What you output must match, exactly, the lines from the start of the records to the line containing "position:absolute; inset:0; border:2px", both ends kept and pictures excluded.
[[ Records supplied open ]]
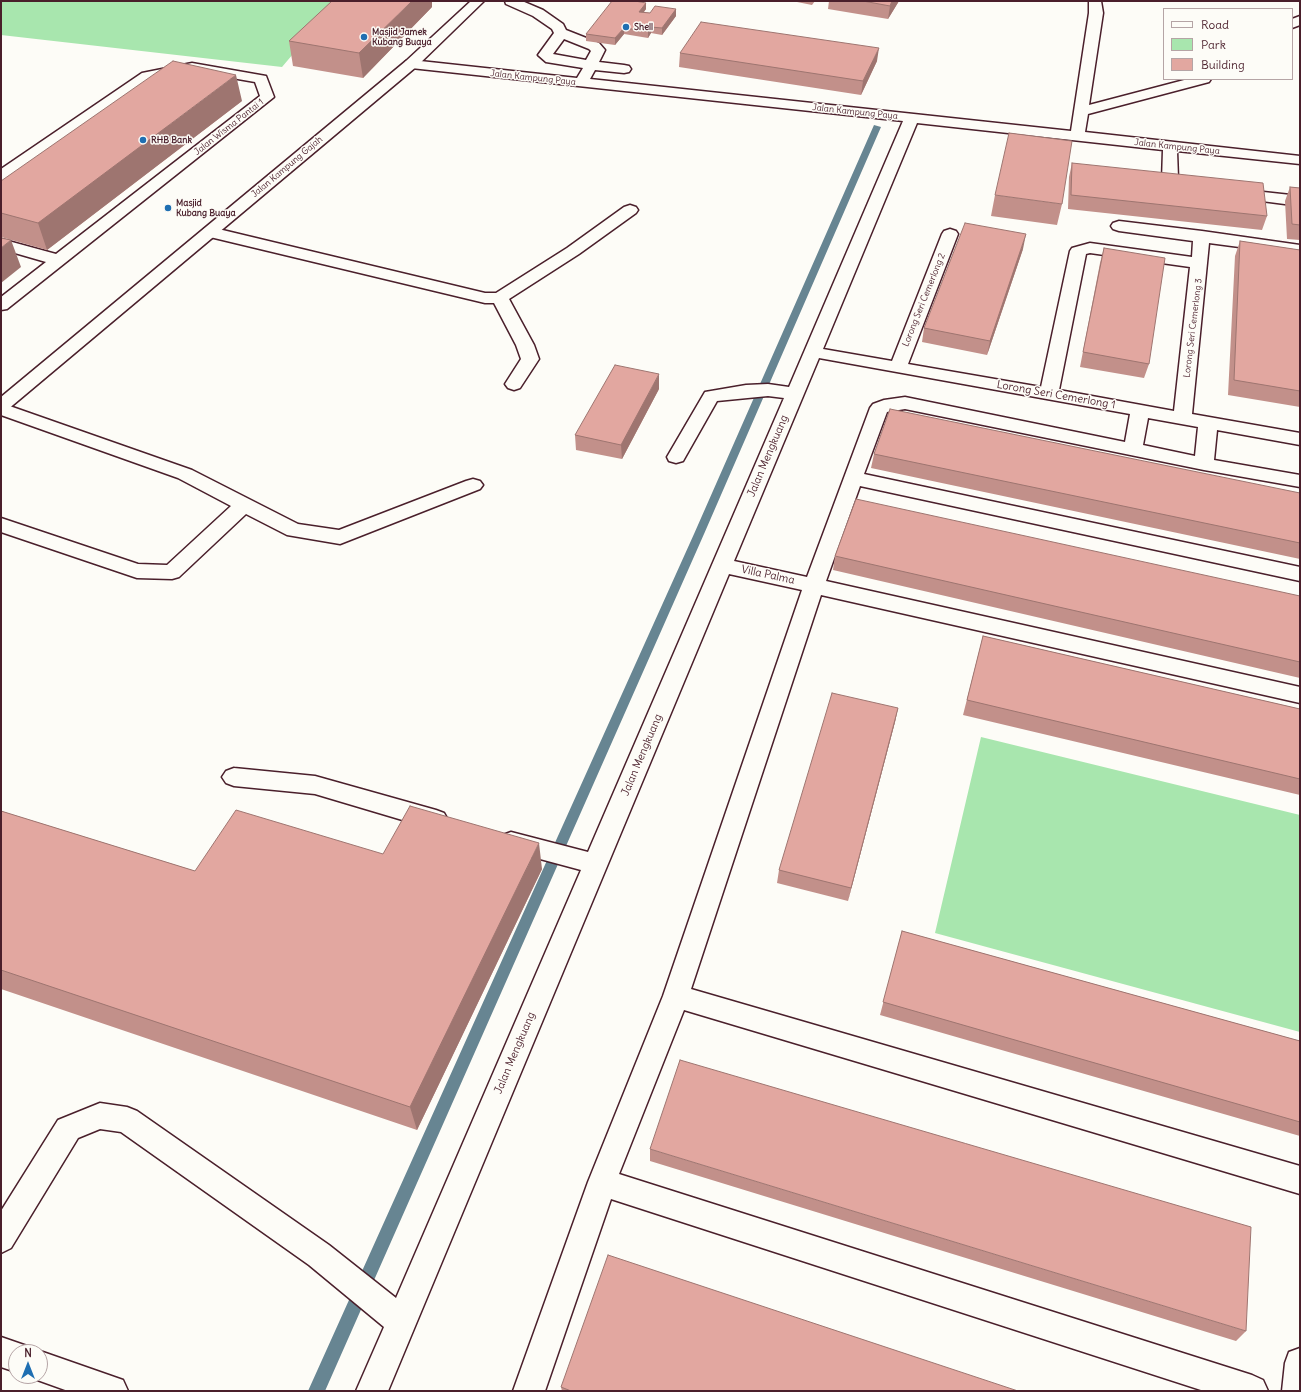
<!DOCTYPE html>
<html>
<head>
<meta charset="utf-8">
<style>
	body { margin:0 }
	#map { position:relative; width:1301px; height:1392px; overflow:hidden; background:#fdfcf7; font-family:Delius,sans-serif }
	canvas { display:block }
	.frame { position:absolute; inset:0; border:2px solid #4a1f2b; pointer-events:none }
	.legend { position:absolute; left:1163px; top:8px; width:130px; height:72px; box-sizing:border-box; background:#fdfcf7; border:1px solid #b5a4a5; margin:0; padding:5px 7px; list-style:none; font-size:12px; color:#4a1f2b }
	.legend li { display:flex; align-items:center; gap:8px; height:20px }
	.legend b { width:20px; border:1px solid #b5a4a5 }
	.north { position:absolute; left:8px; top:1344px; width:40px; height:40px; box-sizing:border-box; background:#fdfcf7; border:1px solid #b5a4a5; border-radius:50%; rotate:0deg; font-size:11px; font-weight:700; line-height:16px; text-align:center; color:#4a1f2b }
	.north::after { content:''; display:block; margin:auto; width:14px; height:18px; background:#1f6fb2; clip-path:polygon(50% 0,100% 100%,50% 72%,0 100%) }
</style>
</head>
<body>
<div id="map">
<canvas width="1301" height="1392"></canvas>
<div class="frame"></div>
<ul class="legend">
<li><b style="height:5px;background:#fdfcf7"></b>Road</li>
<li><b style="height:11px;background:#a8e6ae"></b>Park</li>
<li><b style="height:11px;background:#e2a7a0"></b>Building</li>
</ul>
<div class="north">N</div>
</div>
<script>
const ctx = document.querySelector('canvas').getContext('2d');
ctx.lineJoin = 'round';
function fill(path, color) {
  ctx.fillStyle = color;
  ctx.fill(path, 'evenodd');
}
function poly(rows) {
  const path = new Path2D();
  for (const r of rows) {
    path.moveTo(r[0], r[1]);
    for (let i = 2; i < r.length; i += 2) path.lineTo(r[i], r[i + 1]);
  }
  return path;
}
function stroke(path, color, width, dash) {
  ctx.strokeStyle = color;
  ctx.lineWidth = width;
  ctx.lineCap = dash ? 'butt' : 'round';
  ctx.setLineDash(dash || []);
  ctx.stroke(path);
}
function drawText(font, color, halo, rows, align = 'center') {
  ctx.font = font + ' Delius,sans-serif';
  ctx.lineWidth = 3;
  ctx.setLineDash([]);
  ctx.textBaseline = 'middle';
  ctx.strokeStyle = halo;
  ctx.fillStyle = color;
  for (const [text, x, y, turn = 0] of rows) {
    ctx.save();
    ctx.translate(x, y);
    ctx.rotate((+turn || 0) * Math.PI / 180);
    ctx.textAlign = isNaN(turn) ? turn : align;
    if (halo) ctx.strokeText(text, 0, 0);
    ctx.fillText(text, 0, 0);
    ctx.restore();
  }
}
fill(poly([
	[1,1,338,1,282,67,1,35],
	[981,737,1300,815,1300,1032,935,933]
]), '#a8e6ae');
fill(poly([
	[874,125,881,127,704,534,325,1391,308,1391,694,534,874,125]
]), '#678592');
const minor = poly([
	[505,1,522,1,543,10,563,24,566,30,599,43,605,50,599,62,624,65,629,66,631,69,629,72,624,73,595,70,590,79,1071,131,1089,13,1089,1,1101,1,1103,13,1089,105,1188,79,1211,79,1209,82,1088,114,1085,132,1300,156,1300,164,1177,151,1178,178,1186,183,1197,185,1200,188,1197,191,1192,193,1177,190,1162,180,1163,150,917,123,823,349,892,361,942,234,944,231,950,229,956,231,958,234,908,364,1041,387,1070,251,1072,248,1090,243,1192,257,1193,241,1119,231,1113,229,1111,226,1113,223,1119,221,1202,231,1300,245,1300,255,1209,243,1192,414,1300,433,1300,445,1217,430,1214,460,1300,475,1300,487,1204,470,905,409,887,412,864,474,1300,567,1300,581,860,486,826,581,1300,687,1300,703,821,595,691,989,1300,1166,1300,1194,684,1010,619,1174,1252,1375,1263,1380,1268,1391,1204,1391,611,1199,545,1391,513,1391,588,1182,663,996,802,590,729,574,388,1391,356,1391,384,1327,309,1265,121,1132,100,1129,78,1138,11,1248,1,1253,1,1211,58,1120,100,1103,127,1107,137,1111,329,1245,396,1298,581,870,503,849,499,842,503,835,511,832,588,852,784,398,768,396,717,401,683,461,676,463,669,461,667,457,705,392,746,385,768,384,789,387,903,121,411,68,406,67,404,64,406,61,411,60,577,78,583,68,546,62,538,55,554,33,552,29,533,16,506,4,505,1],
	[564,39,589,49,591,51,586,60,553,54,564,39],
	[1090,253,1190,267,1174,411,1059,390,1086,254,1090,253],
	[819,358,1130,414,1125,442,905,397,884,400,873,404,870,408,807,577,734,561,819,358],
	[1148,418,1198,427,1195,456,1143,445,1148,418],
	[1300,16,1300,25,1292,28,1292,19,1300,16],
	[192,63,266,76,274,97,7,309,1,310,1,297,46,262,1,249,1,239,56,254,260,96,255,82,192,71,151,79,6,179,1,181,1,169,142,73,192,63],
	[1236,189,1300,196,1300,206,1231,197,1228,194,1231,191,1236,189],
	[630,205,636,207,638,210,636,213,579,254,509,299,534,345,539,359,520,388,514,390,508,388,505,384,521,359,516,345,494,303,485,303,210,237,204,235,202,232,204,229,210,227,485,293,496,293,567,248,624,207,630,205],
	[1,403,192,470,298,524,339,530,466,481,473,479,480,481,483,485,480,489,340,544,287,535,246,514,179,577,172,579,137,578,1,532,1,518,138,564,167,565,231,506,178,478,1,415,1,403],
	[234,768,315,776,436,810,444,813,448,820,444,827,436,830,315,794,234,786,226,783,222,777,226,771,234,768],
	[1,1337,27,1346,29,1352,16,1352,16,1372,1,1367,1,1337],
	[1300,1348,1300,1391,1282,1391,1285,1363,1289,1352,1300,1348],
	[40,1351,123,1380,128,1391,68,1391,29,1377,40,1376,40,1352,37,1352,40,1351]
]);
const major = poly([
	[471,1,484,1,416,67,7,410,1,412,1,397,406,61,471,1]
]);
stroke(minor, '#4a1f2b', 3);
stroke(major, '#4a1f2b', 3);
fill(minor, '#fdfcf7');
fill(major, '#fdfcf7');
fill(poly([
	[792,1,815,1,812,5],
	[829,1,899,1,888,19,828,9],
	[646,3,646,9,644,12,650,13,676,9,676,16,662,35,651,33,648,38,624,34,615,45,586,41,586,34],
	[432,7,363,78,293,66,289,41],
	[680,53,877,61,861,95,679,67],
	[242,101,47,250,1,237,1,181],
	[1072,163,1267,216,1262,230,1068,209,1069,177],
	[1290,187,1300,188,1300,240,1287,239,1285,201],
	[995,195,1062,204,1057,225,991,216],
	[1240,241,1300,250,1300,407,1228,395,1235,256],
	[1104,248,1149,364,1144,378,1080,367,1100,263],
	[1023,249,987,355,922,342,924,328],
	[659,389,622,459,576,450,575,435],
	[874,454,1300,493,1300,559,871,468],
	[835,556,1300,596,1300,678,833,570],
	[983,636,1300,709,1300,795,963,715],
	[898,708,895,722,848,901,777,883,779,870],
	[1,811,195,871,383,854,542,869,417,1130,1,989],
	[902,931,1300,1041,1300,1136,880,1015],
	[650,1149,1246,1331,1236,1341,650,1161],
	[561,1387,1018,1391,562,1391]
]), '#c2908a');
fill(poly([
	[412,1,432,1,432,7,363,78,359,53],
	[892,1,899,1,888,19,890,6],
	[646,3,646,9,639,18,639,12],
	[676,9,676,16,662,35,662,28],
	[651,27,651,33,648,38,648,31],
	[624,28,624,34,615,45,615,38],
	[879,48,877,61,861,95,863,81],
	[236,75,242,101,47,250,38,223],
	[1026,234,1023,249,987,355,990,341],
	[11,240,21,267,1,283,1,248],
	[659,374,659,389,622,459,621,445],
	[898,708,895,722,848,901,851,888],
	[539,843,542,869,417,1130,410,1107]
]), '#9e7570');
const building = poly([
	[332,1,412,1,359,53,289,41,332,1],
	[612,1,635,1,646,3,639,12,650,13,655,6,676,9,662,28,651,27,648,31,624,28,615,38,586,34,612,1],
	[863,1,892,1,890,6,863,1],
	[701,22,879,48,863,81,680,53,701,22],
	[173,61,236,75,38,223,1,213,1,181,173,61],
	[1009,133,1072,141,1062,204,995,195,1009,133],
	[1072,163,1263,183,1267,216,1071,195,1072,163],
	[1290,187,1300,188,1300,225,1292,224,1290,187],
	[965,223,1026,234,990,341,924,328,965,223],
	[1,238,11,240,1,248,1,238],
	[1240,241,1300,250,1300,391,1234,380,1240,241],
	[1104,248,1165,258,1149,364,1083,352,1104,248],
	[615,365,659,374,621,445,575,435,615,365],
	[890,409,1300,493,1300,543,874,454,890,409],
	[856,499,1300,596,1300,662,835,556,856,499],
	[983,636,1300,709,1300,779,967,700,983,636],
	[832,693,898,708,851,888,779,870,832,693],
	[410,806,539,843,410,1107,1,970,1,811,195,871,236,810,383,854,410,806],
	[902,931,1300,1041,1300,1122,883,1002,902,931],
	[680,1060,1251,1227,1246,1331,650,1149,680,1060],
	[608,1255,1018,1391,571,1391,561,1387,608,1255]
]);
fill(building, '#e2a7a0');
stroke(building, '#9e7570', 1);
for (const [x, y, r, color] of [
	[626,27,4,"#1f6fb2"],
	[364,37,4,"#1f6fb2"],
	[143,140,4,"#1f6fb2"],
	[168,208,4,"#1f6fb2"]
]) {
  const dot = new Path2D();
  dot.arc(x, y, r, 0, 2 * Math.PI);
  ctx.fillStyle = color;
  ctx.fill(dot);
  stroke(dot, '#fdfcf7', 1.5);
}
drawText('bold 9px', '#4a1f2b', '#fdfcf7', [
	["Shell",634,27],
	["Masjid Jamek",372,32],
	["Kubang Buaya",372,42],
	["RHB Bank",151,140],
	["Masjid",176,203],
	["Kubang Buaya",176,213]
], 'left');
drawText('9px', '#4a1f2b', '#fdfcf7', [
	["Jalan Kampung Paya",533,78,6],
	["Jalan Kampung Paya",855,112,6],
	["Jalan Wisma Pantai 1",229,127,-38],
	["Jalan Kampung Paya",1177,147,6],
	["Jalan Kampung Gajah",287,167,-40],
	["Lorong Seri Cemerlong 2",924,300,-68],
	["Lorong Seri Cemerlong 3",1193,328,-83]
]);
drawText('11px', '#4a1f2b', '#fdfcf7', [
	["Lorong Seri Cemerlong 1",1056,395,10],
	["Jalan Mengkuang",768,456,-67],
	["Villa Palma",768,575,12],
	["Jalan Mengkuang",642,755,-67],
	["Jalan Mengkuang",515,1053,-67]
]);
</script>
</body>
</html>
[[ Records supplied closed ]]
Task result:
<!DOCTYPE html>
<html>
<head>
<meta charset="utf-8">
<style>
	body { margin:0 }
	#map { position:relative; width:1301px; height:1392px; overflow:hidden; background:#fdfcf7; font-family:Delius,sans-serif }
	canvas { display:block }
	.frame { position:absolute; inset:0; border:2px solid #4a1f2b; pointer-events:none }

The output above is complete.